MATERIALS PROVIDED section start

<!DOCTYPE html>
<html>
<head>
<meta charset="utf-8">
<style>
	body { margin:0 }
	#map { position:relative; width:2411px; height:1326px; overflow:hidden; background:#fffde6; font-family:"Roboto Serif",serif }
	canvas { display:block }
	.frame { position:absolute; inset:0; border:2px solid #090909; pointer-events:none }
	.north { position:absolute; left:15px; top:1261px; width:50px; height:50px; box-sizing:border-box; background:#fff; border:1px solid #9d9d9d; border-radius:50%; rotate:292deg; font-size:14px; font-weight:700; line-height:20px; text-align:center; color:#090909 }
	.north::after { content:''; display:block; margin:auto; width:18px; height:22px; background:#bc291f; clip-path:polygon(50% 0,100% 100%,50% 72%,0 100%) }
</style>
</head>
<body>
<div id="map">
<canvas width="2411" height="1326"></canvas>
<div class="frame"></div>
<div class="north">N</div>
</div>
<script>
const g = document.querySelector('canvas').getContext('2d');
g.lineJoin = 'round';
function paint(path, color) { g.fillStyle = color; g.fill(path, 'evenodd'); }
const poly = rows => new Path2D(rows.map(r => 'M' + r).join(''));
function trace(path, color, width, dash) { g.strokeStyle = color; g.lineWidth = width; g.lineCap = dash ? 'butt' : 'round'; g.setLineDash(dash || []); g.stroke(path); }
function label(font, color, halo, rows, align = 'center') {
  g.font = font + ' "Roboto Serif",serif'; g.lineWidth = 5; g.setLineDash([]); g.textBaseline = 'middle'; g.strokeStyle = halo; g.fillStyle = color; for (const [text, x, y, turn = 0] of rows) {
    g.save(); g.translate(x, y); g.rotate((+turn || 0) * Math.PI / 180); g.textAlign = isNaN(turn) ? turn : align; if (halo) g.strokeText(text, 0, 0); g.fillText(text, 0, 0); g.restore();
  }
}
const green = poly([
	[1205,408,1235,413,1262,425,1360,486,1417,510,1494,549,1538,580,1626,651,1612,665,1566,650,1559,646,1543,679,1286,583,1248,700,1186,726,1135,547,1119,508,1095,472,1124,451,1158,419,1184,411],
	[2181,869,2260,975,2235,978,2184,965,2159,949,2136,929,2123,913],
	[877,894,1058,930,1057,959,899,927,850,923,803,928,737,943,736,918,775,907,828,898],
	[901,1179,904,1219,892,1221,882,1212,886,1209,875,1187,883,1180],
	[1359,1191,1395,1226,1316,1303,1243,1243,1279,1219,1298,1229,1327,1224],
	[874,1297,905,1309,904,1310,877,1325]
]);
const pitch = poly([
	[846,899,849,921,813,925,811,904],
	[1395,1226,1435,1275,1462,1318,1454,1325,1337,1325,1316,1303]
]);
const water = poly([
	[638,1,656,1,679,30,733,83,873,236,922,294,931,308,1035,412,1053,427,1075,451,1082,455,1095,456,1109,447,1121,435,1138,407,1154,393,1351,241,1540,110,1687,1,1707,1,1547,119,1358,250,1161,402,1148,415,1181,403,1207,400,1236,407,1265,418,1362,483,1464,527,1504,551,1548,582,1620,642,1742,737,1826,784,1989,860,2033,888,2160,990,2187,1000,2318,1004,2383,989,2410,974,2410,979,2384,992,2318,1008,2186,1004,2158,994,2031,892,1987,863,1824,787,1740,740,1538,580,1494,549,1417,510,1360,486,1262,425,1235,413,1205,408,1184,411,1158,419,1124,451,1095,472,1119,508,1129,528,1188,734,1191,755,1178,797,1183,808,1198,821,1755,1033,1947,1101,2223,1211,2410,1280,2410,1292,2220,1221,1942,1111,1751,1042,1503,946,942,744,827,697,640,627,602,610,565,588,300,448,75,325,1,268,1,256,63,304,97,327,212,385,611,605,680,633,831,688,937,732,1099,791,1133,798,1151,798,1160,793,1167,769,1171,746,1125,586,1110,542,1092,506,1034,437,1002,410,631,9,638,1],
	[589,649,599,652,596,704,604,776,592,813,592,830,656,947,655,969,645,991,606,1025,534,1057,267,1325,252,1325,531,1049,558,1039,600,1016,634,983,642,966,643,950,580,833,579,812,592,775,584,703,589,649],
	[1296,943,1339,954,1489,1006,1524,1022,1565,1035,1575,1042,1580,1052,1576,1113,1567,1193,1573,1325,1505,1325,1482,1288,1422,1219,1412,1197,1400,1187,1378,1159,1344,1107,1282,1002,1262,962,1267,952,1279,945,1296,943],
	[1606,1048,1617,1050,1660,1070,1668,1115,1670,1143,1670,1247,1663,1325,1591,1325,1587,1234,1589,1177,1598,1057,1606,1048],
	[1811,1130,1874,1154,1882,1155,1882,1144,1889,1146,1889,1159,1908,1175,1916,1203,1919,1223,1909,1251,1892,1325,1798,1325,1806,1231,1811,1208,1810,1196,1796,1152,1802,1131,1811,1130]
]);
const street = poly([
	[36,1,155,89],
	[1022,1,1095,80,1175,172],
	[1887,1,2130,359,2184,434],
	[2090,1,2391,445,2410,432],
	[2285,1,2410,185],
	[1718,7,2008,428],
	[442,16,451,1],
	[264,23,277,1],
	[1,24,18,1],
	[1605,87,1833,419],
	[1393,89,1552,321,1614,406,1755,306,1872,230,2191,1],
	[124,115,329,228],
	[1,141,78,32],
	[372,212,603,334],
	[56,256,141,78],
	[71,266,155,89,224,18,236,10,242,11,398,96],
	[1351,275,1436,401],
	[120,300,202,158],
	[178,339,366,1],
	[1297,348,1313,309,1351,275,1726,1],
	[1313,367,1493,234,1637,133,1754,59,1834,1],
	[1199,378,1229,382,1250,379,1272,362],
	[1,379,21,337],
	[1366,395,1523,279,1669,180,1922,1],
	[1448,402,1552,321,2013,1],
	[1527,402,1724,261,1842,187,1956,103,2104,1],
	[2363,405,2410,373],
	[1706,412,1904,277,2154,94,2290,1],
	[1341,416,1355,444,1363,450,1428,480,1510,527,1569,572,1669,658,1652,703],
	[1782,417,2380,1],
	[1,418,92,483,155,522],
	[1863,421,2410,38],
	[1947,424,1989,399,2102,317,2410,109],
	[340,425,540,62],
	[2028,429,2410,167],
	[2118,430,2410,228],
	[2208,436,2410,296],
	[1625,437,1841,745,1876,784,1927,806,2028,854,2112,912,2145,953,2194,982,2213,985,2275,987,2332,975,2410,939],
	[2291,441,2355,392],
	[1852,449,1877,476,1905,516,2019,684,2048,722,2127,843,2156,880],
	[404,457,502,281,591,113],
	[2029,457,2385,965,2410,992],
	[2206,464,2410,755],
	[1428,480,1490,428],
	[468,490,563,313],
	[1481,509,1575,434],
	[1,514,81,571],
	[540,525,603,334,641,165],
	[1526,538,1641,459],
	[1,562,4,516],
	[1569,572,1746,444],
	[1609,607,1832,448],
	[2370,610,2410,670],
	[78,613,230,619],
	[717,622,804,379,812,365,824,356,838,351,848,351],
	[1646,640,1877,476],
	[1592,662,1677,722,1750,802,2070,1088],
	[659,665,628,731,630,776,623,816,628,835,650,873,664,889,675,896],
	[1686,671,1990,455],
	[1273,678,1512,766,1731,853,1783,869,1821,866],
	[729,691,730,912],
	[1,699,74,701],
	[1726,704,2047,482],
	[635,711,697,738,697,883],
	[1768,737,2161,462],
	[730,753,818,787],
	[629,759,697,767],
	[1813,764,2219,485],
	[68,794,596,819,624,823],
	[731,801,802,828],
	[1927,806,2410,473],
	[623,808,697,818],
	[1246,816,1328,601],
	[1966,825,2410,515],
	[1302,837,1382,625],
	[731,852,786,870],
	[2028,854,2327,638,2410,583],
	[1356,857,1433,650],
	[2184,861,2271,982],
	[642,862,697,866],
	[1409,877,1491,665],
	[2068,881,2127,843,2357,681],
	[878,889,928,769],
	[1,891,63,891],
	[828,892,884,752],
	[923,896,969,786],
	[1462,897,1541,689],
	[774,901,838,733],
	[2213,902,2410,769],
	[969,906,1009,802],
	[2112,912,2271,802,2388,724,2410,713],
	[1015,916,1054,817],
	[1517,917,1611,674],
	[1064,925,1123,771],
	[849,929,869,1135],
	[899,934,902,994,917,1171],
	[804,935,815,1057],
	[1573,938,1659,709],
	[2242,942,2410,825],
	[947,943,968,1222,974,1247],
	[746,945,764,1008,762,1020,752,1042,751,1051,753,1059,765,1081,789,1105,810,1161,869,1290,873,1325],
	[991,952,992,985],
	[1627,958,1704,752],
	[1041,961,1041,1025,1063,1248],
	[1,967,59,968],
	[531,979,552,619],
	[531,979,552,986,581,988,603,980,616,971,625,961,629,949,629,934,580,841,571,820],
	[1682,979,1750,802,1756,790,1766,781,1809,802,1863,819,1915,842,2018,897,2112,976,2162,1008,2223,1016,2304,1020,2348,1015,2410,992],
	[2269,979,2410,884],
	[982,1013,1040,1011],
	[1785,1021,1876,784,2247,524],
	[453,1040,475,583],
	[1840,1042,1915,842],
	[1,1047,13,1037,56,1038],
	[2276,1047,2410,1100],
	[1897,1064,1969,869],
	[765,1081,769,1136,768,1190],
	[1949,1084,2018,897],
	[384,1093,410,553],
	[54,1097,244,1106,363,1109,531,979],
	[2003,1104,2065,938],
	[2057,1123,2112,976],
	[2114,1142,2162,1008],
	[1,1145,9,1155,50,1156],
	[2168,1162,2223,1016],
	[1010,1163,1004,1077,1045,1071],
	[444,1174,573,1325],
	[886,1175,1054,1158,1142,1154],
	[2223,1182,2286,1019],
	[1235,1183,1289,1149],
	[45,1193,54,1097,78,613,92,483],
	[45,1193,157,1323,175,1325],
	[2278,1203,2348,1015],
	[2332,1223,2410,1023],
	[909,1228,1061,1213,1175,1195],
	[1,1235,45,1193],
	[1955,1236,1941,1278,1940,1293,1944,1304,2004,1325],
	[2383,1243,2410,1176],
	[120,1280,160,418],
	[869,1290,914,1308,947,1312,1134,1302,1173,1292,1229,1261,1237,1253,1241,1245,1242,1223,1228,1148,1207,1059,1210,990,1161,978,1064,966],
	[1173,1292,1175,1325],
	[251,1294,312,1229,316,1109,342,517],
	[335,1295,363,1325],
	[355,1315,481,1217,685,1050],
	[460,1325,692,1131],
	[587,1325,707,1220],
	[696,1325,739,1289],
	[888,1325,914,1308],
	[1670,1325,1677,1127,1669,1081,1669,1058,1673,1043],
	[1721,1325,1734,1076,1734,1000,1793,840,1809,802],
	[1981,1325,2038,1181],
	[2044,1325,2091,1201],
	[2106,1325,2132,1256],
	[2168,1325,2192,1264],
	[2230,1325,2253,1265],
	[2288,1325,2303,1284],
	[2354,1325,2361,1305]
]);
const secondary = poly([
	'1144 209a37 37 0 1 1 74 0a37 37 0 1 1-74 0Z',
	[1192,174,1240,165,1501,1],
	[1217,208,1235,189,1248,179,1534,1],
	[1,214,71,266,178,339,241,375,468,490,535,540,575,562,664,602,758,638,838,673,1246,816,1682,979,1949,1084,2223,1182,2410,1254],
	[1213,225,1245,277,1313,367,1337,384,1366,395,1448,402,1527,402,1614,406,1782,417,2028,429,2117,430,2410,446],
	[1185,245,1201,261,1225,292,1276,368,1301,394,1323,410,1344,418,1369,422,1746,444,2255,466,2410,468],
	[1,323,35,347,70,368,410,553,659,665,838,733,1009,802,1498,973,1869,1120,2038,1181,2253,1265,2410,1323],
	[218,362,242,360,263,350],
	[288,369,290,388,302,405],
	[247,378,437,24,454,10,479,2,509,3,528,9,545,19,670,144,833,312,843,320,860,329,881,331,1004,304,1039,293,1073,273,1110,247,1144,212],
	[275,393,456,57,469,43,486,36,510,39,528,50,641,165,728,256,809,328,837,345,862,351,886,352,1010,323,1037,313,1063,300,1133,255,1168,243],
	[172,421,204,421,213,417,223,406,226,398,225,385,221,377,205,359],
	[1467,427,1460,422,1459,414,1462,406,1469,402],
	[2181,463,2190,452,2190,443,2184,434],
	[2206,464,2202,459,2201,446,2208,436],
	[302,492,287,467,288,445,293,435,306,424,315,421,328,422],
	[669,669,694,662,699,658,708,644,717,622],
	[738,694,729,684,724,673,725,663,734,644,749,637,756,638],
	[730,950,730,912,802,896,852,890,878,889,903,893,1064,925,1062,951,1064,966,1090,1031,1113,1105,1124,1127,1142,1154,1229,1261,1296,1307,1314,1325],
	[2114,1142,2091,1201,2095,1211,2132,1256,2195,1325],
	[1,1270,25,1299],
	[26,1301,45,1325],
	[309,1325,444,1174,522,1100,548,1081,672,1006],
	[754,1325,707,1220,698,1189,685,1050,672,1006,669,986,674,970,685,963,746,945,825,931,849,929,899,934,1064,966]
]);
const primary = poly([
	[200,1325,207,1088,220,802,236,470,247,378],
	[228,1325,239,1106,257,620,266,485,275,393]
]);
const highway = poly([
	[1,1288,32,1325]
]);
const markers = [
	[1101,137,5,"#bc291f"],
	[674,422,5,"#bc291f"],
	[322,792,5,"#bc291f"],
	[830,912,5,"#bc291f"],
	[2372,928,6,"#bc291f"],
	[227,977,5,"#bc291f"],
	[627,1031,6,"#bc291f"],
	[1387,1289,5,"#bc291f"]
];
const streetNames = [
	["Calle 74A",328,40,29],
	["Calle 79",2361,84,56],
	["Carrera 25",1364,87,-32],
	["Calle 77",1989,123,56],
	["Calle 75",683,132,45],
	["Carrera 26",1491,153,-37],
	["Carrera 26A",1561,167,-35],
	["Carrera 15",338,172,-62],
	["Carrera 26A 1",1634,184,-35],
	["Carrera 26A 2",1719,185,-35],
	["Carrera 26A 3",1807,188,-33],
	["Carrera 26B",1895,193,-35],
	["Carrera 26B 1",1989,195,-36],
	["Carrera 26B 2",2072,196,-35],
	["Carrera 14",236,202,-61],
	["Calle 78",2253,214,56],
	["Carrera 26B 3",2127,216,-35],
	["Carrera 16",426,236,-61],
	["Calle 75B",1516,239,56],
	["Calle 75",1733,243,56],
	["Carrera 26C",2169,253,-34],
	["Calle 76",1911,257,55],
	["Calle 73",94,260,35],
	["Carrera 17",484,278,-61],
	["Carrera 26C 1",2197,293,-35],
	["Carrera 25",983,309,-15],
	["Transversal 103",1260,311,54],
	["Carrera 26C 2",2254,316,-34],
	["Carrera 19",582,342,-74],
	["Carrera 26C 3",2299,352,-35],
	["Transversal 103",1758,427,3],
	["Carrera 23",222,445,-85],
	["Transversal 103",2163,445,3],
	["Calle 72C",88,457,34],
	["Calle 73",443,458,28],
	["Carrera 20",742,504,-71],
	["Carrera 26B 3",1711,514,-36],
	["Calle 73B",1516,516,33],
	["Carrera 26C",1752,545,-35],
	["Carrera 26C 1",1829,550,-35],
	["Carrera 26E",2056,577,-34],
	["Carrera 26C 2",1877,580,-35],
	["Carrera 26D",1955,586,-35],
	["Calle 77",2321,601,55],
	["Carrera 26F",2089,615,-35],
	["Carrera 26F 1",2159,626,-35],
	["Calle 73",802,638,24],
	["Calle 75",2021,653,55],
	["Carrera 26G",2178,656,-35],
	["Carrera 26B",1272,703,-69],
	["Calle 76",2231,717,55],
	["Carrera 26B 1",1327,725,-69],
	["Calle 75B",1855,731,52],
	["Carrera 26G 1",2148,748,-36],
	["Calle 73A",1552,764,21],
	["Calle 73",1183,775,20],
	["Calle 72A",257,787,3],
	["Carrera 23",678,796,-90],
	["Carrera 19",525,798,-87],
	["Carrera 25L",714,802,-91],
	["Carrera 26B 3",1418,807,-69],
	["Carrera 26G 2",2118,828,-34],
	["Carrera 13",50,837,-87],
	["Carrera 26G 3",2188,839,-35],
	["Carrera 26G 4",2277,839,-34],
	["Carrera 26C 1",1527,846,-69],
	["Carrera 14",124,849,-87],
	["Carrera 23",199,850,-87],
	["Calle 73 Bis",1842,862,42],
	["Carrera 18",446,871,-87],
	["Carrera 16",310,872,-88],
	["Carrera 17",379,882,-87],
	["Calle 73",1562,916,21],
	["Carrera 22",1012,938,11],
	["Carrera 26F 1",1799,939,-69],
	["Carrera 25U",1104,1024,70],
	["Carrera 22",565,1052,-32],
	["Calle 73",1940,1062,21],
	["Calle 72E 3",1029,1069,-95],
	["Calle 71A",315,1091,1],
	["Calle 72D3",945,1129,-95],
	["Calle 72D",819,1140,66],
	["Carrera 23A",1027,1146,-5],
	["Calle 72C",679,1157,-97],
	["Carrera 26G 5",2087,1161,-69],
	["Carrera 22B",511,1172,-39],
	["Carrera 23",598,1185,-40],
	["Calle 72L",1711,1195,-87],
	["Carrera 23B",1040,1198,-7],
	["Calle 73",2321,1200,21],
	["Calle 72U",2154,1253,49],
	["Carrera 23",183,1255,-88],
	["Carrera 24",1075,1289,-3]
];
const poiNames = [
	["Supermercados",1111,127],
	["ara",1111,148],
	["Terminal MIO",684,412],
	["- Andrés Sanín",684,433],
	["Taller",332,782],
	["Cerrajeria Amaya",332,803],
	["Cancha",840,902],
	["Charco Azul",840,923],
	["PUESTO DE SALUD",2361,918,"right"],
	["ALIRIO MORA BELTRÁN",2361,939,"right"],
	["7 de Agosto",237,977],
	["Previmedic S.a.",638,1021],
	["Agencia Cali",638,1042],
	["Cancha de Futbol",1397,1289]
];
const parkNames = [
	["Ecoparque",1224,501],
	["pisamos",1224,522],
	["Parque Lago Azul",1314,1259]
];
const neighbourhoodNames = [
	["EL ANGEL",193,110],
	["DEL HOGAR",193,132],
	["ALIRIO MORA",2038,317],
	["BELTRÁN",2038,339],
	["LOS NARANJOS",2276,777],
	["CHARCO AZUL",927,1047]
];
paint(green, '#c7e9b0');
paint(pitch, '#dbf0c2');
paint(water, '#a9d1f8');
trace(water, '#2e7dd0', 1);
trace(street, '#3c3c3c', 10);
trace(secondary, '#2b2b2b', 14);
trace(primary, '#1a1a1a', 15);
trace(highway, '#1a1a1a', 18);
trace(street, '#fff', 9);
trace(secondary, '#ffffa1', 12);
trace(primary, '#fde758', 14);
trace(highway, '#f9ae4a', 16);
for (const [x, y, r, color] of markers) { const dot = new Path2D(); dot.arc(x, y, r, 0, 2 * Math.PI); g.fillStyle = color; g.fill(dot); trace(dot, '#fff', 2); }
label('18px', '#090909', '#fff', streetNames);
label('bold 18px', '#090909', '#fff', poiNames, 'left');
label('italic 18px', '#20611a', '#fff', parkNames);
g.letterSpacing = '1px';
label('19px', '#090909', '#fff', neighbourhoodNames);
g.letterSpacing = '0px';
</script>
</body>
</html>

MATERIALS PROVIDED section end

Copy each line of the entries in which the string "setLineDash" is found.

WRITTEN RESPONSE:
function trace(path, color, width, dash) { g.strokeStyle = color; g.lineWidth = width; g.lineCap = dash ? 'butt' : 'round'; g.setLineDash(dash || []); g.stroke(path); }
  g.font = font + ' "Roboto Serif",serif'; g.lineWidth = 5; g.setLineDash([]); g.textBaseline = 'middle'; g.strokeStyle = halo; g.fillStyle = color; for (const [text, x, y, turn = 0] of rows) {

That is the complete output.